Dataset entries -
□ □ □ □
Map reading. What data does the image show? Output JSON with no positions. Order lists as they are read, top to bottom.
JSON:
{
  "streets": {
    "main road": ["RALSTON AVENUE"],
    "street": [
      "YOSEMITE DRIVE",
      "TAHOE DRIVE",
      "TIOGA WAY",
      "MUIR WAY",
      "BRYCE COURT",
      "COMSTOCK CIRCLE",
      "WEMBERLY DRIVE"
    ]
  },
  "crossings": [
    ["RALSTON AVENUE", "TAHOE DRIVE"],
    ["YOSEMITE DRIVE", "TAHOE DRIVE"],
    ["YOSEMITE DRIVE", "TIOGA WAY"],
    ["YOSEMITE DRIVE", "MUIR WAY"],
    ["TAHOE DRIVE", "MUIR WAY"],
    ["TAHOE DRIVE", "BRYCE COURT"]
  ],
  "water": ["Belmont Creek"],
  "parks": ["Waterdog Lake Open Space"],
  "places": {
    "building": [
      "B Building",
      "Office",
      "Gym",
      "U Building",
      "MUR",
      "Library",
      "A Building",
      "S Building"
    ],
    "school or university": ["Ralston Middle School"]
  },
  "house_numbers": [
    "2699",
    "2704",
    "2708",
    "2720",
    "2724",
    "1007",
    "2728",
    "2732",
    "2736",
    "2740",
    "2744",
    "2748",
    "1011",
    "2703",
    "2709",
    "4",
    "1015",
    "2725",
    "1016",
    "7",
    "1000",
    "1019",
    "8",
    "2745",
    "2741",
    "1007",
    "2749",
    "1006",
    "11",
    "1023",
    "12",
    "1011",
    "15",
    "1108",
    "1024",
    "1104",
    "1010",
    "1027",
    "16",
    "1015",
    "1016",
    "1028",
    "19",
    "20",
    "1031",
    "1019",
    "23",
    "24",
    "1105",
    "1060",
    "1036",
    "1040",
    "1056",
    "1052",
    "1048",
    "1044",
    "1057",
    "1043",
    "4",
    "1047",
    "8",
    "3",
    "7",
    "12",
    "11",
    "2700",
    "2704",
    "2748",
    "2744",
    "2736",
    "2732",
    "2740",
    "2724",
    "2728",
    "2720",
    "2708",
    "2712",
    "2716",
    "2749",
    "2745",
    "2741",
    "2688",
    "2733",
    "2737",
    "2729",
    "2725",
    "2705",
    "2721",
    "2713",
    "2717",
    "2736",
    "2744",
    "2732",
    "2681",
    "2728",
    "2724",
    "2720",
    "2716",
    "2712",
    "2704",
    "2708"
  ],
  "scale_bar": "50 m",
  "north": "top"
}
□ □ □ □
YOUR GOAL - Which lines of the data include the string "DRIVE"? Find them and copy each one.

SOLUTION FOR THIS EXERCISE -
      "YOSEMITE DRIVE",
      "TAHOE DRIVE",
      "WEMBERLY DRIVE"
    ["RALSTON AVENUE", "TAHOE DRIVE"],
    ["YOSEMITE DRIVE", "TAHOE DRIVE"],
    ["YOSEMITE DRIVE", "TIOGA WAY"],
    ["YOSEMITE DRIVE", "MUIR WAY"],
    ["TAHOE DRIVE", "MUIR WAY"],
    ["TAHOE DRIVE", "BRYCE COURT"]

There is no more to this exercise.